## ASSIGNMENT
Look through the entries for the line containing "248,463 298,253 400,279". Then output that line and every line after it, exactly, to the end.

## SUPPLIED MATERIAL
○ ○ ○ ○ ○

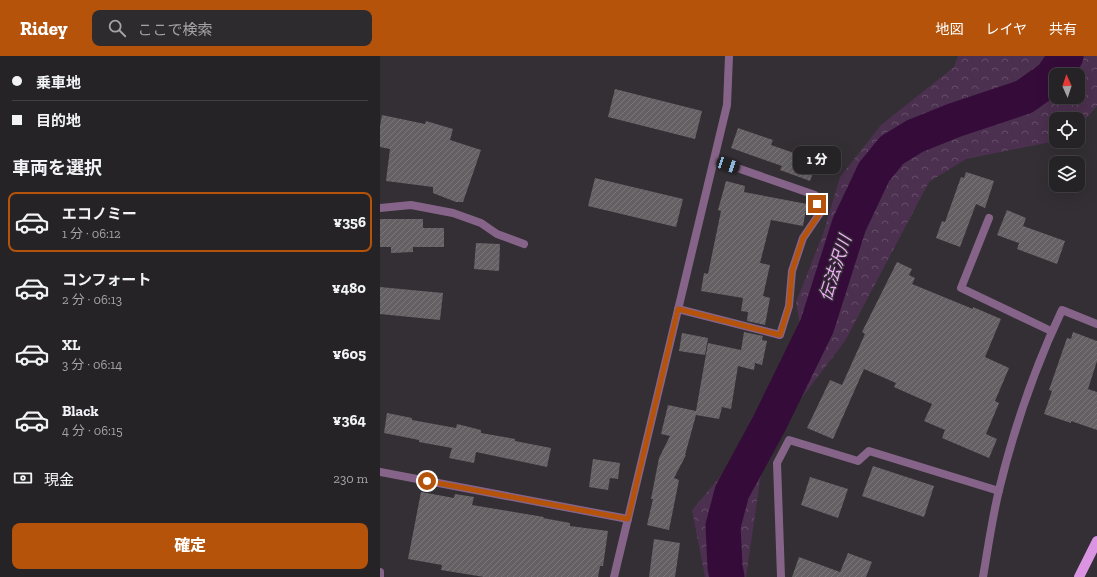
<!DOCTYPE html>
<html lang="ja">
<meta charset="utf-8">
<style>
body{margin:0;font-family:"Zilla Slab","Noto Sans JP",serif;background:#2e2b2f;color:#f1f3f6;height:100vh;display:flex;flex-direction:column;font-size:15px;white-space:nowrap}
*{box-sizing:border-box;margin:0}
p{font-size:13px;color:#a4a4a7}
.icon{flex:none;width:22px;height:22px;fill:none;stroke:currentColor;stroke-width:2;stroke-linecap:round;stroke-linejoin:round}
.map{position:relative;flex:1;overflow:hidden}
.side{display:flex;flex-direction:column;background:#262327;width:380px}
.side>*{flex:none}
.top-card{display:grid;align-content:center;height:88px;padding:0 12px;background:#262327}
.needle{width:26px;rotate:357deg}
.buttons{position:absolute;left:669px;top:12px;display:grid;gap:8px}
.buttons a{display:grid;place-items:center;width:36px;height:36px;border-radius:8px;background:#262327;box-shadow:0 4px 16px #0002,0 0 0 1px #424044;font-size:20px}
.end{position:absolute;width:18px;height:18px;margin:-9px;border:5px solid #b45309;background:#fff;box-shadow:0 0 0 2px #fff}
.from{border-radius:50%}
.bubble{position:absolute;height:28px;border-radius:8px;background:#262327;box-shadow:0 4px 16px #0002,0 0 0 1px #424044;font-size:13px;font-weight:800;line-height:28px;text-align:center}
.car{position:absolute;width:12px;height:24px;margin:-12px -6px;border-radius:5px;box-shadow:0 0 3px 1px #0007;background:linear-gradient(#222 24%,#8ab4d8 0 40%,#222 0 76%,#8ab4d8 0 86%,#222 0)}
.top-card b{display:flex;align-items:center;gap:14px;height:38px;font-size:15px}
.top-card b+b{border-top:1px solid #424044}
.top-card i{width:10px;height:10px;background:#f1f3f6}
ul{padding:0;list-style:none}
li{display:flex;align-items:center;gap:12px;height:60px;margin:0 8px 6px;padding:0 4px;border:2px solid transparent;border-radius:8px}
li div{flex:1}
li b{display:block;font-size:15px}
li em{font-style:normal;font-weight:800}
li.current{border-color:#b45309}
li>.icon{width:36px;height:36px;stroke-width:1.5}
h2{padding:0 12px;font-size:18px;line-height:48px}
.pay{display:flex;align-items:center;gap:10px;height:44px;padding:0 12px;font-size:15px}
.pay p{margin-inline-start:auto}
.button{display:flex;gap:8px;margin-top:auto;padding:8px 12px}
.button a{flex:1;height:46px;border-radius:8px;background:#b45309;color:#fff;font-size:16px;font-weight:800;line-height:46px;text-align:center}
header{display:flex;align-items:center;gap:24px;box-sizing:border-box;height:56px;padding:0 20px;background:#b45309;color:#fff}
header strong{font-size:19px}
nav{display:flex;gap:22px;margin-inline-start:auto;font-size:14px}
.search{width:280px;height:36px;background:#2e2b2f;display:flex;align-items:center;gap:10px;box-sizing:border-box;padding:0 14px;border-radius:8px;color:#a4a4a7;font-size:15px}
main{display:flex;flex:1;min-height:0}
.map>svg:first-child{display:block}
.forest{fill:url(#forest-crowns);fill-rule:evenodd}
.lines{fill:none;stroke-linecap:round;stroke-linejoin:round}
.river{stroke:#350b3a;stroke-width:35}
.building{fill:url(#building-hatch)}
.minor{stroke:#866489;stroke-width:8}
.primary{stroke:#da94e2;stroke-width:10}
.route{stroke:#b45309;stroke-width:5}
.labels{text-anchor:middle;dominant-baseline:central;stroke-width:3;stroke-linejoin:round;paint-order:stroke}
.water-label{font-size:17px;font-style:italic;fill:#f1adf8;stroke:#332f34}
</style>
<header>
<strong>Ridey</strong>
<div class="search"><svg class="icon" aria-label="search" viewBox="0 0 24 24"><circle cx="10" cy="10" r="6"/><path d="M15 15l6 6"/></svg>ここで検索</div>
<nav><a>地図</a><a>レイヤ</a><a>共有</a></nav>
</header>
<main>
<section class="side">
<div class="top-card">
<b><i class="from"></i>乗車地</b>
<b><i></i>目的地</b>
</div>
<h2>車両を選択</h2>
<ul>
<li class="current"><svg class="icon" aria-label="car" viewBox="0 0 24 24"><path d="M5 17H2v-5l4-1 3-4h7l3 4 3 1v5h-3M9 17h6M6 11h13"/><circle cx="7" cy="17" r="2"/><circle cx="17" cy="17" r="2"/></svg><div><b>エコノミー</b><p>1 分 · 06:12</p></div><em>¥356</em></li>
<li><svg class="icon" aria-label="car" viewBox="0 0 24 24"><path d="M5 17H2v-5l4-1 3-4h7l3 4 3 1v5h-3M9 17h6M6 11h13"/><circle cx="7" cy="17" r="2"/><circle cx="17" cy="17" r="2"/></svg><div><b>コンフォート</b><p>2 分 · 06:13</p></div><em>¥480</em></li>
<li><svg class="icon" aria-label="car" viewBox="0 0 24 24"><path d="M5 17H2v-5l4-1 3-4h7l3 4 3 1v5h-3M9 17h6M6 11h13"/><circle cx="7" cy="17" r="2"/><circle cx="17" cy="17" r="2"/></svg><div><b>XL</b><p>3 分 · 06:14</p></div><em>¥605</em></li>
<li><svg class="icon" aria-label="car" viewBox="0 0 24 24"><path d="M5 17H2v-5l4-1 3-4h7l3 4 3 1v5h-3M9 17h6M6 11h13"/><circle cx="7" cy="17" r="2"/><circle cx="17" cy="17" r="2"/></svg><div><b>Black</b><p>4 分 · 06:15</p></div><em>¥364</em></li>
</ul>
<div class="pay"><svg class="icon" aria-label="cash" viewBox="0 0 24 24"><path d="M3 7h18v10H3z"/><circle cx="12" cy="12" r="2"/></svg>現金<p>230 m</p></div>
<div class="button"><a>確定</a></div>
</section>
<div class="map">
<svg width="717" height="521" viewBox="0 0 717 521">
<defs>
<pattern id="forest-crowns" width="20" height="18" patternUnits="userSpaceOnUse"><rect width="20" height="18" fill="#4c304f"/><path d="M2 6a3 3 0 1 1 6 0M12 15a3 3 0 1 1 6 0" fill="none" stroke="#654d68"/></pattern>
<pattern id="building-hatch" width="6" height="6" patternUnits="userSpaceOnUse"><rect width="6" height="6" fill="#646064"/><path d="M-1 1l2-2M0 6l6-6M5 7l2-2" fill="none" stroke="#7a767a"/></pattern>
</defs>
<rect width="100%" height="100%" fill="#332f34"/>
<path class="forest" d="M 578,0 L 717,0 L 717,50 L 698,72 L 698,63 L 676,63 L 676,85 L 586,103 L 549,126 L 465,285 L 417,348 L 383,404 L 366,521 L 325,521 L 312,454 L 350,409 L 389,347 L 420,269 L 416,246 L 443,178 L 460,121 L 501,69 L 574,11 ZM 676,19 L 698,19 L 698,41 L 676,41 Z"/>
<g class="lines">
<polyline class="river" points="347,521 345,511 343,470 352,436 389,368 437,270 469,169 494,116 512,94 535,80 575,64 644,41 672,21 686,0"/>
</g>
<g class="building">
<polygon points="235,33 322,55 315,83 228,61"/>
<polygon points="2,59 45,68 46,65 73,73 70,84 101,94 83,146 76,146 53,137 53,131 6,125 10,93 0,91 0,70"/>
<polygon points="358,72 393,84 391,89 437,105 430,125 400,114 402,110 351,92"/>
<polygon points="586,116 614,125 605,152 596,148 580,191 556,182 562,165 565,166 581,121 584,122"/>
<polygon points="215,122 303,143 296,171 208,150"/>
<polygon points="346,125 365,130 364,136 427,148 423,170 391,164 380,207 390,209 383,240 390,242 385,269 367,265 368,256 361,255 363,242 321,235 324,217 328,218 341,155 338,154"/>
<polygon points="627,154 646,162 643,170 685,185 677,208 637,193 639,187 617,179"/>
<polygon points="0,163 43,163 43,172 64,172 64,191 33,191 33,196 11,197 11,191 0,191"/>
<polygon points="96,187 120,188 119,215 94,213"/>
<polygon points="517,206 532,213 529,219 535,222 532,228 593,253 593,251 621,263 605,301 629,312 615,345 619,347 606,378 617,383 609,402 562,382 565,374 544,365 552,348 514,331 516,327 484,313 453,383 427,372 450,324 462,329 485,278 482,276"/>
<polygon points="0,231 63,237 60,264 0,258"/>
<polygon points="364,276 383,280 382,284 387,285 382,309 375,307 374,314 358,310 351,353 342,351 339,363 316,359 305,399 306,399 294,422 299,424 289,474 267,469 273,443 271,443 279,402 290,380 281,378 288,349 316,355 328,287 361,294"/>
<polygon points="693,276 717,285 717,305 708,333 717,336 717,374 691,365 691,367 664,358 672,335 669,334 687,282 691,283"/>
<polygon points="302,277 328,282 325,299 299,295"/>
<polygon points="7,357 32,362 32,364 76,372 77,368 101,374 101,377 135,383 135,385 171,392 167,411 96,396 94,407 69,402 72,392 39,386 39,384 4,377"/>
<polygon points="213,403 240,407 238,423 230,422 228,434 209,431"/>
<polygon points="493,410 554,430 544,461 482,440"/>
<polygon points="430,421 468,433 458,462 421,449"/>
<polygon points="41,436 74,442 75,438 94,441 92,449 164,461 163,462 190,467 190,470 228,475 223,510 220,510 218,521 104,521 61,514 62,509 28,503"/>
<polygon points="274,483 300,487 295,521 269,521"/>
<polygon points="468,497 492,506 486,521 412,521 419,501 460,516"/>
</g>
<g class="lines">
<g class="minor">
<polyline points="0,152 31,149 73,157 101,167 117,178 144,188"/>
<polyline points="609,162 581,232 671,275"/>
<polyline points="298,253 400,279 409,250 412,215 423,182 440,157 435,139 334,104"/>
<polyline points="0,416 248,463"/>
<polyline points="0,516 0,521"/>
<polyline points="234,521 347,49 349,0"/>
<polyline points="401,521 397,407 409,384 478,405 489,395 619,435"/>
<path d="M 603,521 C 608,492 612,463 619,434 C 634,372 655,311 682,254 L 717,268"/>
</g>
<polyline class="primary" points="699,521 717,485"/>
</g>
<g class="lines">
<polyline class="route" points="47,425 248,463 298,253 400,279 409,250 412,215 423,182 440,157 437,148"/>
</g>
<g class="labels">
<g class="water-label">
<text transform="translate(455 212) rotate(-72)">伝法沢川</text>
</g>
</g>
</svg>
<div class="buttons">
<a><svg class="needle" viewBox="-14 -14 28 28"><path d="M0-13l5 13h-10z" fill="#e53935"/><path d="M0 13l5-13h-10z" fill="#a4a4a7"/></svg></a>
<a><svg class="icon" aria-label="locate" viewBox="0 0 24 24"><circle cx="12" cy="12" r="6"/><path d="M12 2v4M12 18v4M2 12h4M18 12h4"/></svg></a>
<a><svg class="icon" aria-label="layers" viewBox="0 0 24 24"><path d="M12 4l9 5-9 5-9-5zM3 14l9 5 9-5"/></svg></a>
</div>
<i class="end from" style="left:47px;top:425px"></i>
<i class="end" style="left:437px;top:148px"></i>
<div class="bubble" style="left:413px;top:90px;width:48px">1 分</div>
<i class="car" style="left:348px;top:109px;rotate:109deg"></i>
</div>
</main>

○ ○ ○ ○ ○

## ANSWER TO THIS TASK
<polyline class="route" points="47,425 248,463 298,253 400,279 409,250 412,215 423,182 440,157 437,148"/>
</g>
<g class="labels">
<g class="water-label">
<text transform="translate(455 212) rotate(-72)">伝法沢川</text>
</g>
</g>
</svg>
<div class="buttons">
<a><svg class="needle" viewBox="-14 -14 28 28"><path d="M0-13l5 13h-10z" fill="#e53935"/><path d="M0 13l5-13h-10z" fill="#a4a4a7"/></svg></a>
<a><svg class="icon" aria-label="locate" viewBox="0 0 24 24"><circle cx="12" cy="12" r="6"/><path d="M12 2v4M12 18v4M2 12h4M18 12h4"/></svg></a>
<a><svg class="icon" aria-label="layers" viewBox="0 0 24 24"><path d="M12 4l9 5-9 5-9-5zM3 14l9 5 9-5"/></svg></a>
</div>
<i class="end from" style="left:47px;top:425px"></i>
<i class="end" style="left:437px;top:148px"></i>
<div class="bubble" style="left:413px;top:90px;width:48px">1 分</div>
<i class="car" style="left:348px;top:109px;rotate:109deg"></i>
</div>
</main>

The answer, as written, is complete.